Elected officials and community leaders are calling on Giant Food to improve service and quality at the Waverly Crossroads store, which serves north and northeast Baltimore, including Oakenshawe, Abell, Guilford and Charles Village.
They are circulating petitions and forming a steering committee as part of a public campaign called Friends of a Giant Step Forward.
Their petition asks Giant Food "to maintain the quality we expect and deserve, with enough staff to keep checkout lines short, better stocking of shelves, the highest quality meats and produce, and a safe, uncongested entryway and parking lot."
They say it's an effort to convince corporate representatives of the Prince George's County-based supermarket chain to meet with them.
"We need to go corporate with our effort and make sure the Waverly Giant receives the resources required for adequate staffing, so we don't have these long lines that discourage people from shopping," said City Councilwoman Mary Pat Clarke.
The Better Waverly Community Organization is forming a steering committee to bring the issues to Giant Food corporate officials in Landover, said Joe Stewart, a member of that community group and a founding member of the committee.

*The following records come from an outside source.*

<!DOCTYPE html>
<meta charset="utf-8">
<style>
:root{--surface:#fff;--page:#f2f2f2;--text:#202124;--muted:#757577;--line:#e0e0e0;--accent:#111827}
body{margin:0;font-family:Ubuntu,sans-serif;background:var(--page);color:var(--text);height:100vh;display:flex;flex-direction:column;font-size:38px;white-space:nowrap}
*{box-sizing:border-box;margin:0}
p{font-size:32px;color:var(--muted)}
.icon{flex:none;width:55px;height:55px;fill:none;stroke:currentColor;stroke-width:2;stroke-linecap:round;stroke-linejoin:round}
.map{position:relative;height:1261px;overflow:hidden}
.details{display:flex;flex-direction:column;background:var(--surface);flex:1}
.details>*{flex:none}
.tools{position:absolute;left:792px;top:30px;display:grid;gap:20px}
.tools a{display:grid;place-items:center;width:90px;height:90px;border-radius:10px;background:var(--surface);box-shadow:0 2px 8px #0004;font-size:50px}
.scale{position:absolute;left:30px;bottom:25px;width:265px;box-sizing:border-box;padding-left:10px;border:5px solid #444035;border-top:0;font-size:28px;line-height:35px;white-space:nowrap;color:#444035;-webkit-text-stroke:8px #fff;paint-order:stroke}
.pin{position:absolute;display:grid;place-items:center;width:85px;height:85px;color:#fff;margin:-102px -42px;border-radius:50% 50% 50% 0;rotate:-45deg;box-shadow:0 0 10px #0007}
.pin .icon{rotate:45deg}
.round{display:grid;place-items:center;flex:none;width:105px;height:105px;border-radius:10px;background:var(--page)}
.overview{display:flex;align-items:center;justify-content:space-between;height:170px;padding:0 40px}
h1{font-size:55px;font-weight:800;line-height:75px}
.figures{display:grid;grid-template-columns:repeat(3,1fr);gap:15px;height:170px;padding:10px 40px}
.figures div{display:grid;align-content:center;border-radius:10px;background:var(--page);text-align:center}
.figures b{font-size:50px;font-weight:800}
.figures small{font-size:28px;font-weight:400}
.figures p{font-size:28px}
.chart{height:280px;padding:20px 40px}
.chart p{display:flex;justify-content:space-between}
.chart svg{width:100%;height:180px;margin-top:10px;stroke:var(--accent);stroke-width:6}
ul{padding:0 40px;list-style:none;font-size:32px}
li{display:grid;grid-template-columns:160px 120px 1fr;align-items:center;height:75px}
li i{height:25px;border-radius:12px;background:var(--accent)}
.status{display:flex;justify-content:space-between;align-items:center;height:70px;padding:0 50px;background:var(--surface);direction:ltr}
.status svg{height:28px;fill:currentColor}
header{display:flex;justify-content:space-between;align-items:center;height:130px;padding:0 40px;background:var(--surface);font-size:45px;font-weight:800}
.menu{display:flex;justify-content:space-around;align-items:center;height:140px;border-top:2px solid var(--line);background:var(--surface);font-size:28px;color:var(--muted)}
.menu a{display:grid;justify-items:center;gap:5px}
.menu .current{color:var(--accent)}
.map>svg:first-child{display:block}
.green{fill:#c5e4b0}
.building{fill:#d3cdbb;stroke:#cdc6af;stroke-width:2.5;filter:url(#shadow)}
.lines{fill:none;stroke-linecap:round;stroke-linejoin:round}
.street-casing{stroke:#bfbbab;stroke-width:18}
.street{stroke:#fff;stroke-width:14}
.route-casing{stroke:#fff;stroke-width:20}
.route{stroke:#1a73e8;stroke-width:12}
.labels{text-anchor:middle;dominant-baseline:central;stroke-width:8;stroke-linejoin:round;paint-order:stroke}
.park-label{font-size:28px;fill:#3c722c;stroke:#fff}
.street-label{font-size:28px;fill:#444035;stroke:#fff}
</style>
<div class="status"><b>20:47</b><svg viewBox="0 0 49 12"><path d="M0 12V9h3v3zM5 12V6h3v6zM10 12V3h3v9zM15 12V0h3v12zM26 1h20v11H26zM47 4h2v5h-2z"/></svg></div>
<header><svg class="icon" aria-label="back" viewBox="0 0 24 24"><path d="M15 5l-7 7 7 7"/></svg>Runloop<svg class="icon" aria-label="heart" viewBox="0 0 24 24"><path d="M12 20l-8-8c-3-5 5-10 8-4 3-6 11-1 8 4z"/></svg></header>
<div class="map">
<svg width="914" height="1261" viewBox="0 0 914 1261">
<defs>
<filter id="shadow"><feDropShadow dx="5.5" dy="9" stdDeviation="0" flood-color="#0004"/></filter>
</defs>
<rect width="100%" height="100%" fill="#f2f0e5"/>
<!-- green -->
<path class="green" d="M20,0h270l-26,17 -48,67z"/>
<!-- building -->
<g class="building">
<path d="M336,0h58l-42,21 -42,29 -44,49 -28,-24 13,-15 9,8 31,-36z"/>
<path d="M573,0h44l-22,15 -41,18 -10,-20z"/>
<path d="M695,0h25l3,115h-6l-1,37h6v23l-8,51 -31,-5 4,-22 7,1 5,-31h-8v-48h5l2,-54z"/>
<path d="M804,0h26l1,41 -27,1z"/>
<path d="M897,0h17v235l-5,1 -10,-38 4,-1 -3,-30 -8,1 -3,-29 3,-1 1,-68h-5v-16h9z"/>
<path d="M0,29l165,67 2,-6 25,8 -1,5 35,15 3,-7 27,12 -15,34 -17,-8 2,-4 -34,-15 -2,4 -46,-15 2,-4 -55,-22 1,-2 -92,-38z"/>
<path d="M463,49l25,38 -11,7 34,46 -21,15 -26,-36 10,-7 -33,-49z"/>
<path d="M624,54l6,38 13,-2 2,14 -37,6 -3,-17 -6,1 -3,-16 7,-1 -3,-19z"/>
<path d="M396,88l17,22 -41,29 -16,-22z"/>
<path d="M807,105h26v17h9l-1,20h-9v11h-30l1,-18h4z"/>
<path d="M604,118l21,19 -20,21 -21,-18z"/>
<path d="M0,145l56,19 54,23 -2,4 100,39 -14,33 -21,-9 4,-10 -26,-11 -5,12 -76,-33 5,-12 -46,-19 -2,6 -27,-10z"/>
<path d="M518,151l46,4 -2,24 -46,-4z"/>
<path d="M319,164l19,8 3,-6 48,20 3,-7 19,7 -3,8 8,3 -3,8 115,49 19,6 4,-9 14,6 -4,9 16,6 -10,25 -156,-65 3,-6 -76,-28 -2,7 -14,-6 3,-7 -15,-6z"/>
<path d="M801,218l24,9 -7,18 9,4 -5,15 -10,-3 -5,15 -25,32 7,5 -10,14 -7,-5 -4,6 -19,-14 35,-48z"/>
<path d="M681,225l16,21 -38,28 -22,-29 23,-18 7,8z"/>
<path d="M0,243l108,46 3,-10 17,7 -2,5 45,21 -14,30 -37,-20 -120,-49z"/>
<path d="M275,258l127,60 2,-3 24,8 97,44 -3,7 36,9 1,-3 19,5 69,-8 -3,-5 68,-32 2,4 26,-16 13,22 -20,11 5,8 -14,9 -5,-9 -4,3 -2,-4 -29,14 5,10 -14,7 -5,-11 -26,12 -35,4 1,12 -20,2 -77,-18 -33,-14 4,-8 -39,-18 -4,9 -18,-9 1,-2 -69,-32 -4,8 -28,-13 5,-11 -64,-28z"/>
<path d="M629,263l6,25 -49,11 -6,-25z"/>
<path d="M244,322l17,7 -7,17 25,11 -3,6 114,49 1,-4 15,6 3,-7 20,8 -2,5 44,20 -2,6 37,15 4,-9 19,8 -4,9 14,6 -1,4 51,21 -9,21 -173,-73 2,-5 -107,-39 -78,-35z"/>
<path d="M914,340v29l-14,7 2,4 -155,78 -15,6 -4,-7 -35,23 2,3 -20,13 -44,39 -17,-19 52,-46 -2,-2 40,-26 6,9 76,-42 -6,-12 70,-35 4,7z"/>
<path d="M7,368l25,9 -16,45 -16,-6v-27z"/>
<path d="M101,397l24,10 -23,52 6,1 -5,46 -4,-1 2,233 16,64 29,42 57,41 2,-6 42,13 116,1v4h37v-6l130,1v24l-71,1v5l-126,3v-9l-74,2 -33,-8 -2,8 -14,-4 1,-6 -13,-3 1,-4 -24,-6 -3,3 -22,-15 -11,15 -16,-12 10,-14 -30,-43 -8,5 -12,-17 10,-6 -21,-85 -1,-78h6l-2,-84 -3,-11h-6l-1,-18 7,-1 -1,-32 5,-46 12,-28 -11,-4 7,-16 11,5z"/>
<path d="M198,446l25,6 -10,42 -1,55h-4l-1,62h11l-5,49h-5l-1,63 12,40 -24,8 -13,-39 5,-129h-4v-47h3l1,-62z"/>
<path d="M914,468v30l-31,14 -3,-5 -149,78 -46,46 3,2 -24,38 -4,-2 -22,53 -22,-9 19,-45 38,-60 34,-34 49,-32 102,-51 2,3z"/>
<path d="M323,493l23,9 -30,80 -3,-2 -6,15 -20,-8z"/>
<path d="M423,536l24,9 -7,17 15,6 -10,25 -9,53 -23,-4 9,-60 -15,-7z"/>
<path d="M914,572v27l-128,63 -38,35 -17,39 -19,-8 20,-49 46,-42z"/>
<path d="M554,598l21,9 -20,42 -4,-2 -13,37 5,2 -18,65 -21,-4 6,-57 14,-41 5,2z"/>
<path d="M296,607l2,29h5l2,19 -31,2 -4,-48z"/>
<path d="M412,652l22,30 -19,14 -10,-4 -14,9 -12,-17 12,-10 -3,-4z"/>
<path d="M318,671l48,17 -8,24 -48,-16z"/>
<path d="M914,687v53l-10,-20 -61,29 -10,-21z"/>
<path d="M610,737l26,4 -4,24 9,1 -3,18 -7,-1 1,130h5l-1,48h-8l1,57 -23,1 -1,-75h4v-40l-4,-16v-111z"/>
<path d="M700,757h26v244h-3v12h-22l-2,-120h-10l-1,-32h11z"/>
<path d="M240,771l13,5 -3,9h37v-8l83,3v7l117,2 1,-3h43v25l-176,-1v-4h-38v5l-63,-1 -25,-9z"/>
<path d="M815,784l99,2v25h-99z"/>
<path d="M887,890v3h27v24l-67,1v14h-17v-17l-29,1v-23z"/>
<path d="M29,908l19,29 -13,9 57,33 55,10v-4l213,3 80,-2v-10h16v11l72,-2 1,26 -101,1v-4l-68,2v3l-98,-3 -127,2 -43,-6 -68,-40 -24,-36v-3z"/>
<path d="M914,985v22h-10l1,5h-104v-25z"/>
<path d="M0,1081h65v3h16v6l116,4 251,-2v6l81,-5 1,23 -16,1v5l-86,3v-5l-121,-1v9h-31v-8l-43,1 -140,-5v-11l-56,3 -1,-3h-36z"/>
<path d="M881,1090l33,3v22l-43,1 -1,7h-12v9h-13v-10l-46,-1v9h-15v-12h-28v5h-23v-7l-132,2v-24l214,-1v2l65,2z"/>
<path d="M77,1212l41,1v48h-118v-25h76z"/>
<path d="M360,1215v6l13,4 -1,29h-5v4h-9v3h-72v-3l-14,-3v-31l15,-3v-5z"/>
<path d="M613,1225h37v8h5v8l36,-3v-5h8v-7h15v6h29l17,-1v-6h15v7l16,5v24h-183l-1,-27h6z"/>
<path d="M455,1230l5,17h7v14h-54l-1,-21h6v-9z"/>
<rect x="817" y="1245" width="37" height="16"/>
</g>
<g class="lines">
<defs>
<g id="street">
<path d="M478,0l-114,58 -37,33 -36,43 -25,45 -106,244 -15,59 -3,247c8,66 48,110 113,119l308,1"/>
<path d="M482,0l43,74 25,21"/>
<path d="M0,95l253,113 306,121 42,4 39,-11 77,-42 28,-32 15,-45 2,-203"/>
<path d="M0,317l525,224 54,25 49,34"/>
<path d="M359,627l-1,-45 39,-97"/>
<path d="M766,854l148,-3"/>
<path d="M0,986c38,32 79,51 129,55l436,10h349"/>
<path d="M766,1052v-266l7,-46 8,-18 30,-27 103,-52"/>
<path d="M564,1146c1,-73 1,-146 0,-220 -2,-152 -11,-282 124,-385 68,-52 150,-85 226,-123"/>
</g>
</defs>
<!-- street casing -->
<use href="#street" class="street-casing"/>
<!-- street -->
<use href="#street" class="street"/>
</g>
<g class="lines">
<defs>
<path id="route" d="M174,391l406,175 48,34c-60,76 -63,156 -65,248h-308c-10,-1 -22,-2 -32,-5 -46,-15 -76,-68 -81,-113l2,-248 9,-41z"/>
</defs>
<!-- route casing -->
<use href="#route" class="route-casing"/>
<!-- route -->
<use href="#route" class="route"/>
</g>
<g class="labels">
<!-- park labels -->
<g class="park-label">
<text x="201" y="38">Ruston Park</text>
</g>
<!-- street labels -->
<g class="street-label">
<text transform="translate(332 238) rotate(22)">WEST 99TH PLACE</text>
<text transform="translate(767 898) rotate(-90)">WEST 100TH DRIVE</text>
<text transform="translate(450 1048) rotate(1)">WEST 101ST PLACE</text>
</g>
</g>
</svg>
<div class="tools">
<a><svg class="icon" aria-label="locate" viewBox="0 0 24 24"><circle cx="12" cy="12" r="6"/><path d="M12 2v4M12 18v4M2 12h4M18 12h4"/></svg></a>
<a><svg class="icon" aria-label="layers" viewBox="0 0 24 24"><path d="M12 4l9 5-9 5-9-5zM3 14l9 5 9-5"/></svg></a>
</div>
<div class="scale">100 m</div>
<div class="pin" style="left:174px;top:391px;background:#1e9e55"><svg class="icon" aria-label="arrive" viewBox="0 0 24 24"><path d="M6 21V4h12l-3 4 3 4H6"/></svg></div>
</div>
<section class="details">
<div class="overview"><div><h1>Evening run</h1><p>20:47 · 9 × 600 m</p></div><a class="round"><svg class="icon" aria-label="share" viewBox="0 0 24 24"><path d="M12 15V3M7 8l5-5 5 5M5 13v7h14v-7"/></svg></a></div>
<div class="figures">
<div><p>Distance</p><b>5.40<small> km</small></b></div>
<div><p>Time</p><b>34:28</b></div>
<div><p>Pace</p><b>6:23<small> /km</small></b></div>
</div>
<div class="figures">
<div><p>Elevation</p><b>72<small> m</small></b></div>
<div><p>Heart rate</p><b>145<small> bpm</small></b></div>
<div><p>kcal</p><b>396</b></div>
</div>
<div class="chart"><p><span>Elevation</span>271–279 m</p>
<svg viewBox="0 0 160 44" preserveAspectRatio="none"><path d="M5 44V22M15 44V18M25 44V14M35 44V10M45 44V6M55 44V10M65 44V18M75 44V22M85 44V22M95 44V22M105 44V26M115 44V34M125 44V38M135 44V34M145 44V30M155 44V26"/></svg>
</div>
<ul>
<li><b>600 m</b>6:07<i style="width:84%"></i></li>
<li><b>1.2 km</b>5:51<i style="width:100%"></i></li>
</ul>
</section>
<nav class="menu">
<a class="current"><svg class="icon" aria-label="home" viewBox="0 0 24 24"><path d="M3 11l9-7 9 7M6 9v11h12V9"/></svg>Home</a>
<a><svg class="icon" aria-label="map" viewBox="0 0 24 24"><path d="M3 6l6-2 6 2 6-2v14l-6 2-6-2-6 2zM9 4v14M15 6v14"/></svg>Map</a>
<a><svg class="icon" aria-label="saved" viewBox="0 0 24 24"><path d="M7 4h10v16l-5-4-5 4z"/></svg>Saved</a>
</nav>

The Giant issues were discussed at the community organization's annual meeting Sept 19. Those in attendance included 43rd District State Dels. Mary Washington and Curt Anderson, and a representative for Del. Maggie McIntosh, also of the 43rd District. Clarke was also there.
Giant Food spokesman Jamie Miller responded to the criticisms in an email Oct. 4, saying, "At Giant Food, our customers' satisfaction is our number one priority. Recently we have become aware of a petition being circulated by the Better Waverly Community Organization regarding the operations of a store located in the Waverly community. We appreciate receiving feedback from our customers as every day we strive to offer the highest level of quality, value and service in all of our stores. Customer comments give us an opportunity to follow up directly with the many communities we are privileged to serve. As with all customer comments, we will review Better Waverly Community Organization's feedback and follow up on any necessary issues."
Miller would not elaborate further. Store manager Sheldon Williams could not be reached for comment.
"I was very vocal when we got our Giant," said Debra Evans, of Waverly, a steering committee member. "I just want it to be the best it can be. Unfortunately, it's not."
Evans said she now shops at the 41st Street Giant in Hampden, which she said has none of the problems the Waverly store has.
"You can walk from one to the other," she said. "How come they're so different?"
"It's been declining, it seems like each year," said Del. Washington, former president of the Abell Improvement Association and a regular shopper at the Waverly store. She said that when she compares the Giant, 601 E. 33rd St., to other area Giant stores, including in Hampden and on York Road at the county line, "It's not offering the (same) level of service. There seems to be a disparity."
Bonnie Bessor, current president of the Abell Improvement Association, said she too has seen long lines and said, "I sometimes feel like the people who are checking me out do not have good customer skills."
Critics of the Giant say motorists use the parking lot lot as a cut-through to area streets. They also complain about the presence of illegal vendors, who sell goods such as food stamps and CDs outside the store, and "hacks," who offer rides home to elderly shoppers, many of whom walk or ride the bus.
Critics say they aren't calling for the closing of the store that they worked so hard to get, and that they don't blame the store's management. They blame corporate officials, whom they allege are inadequately staffing the store.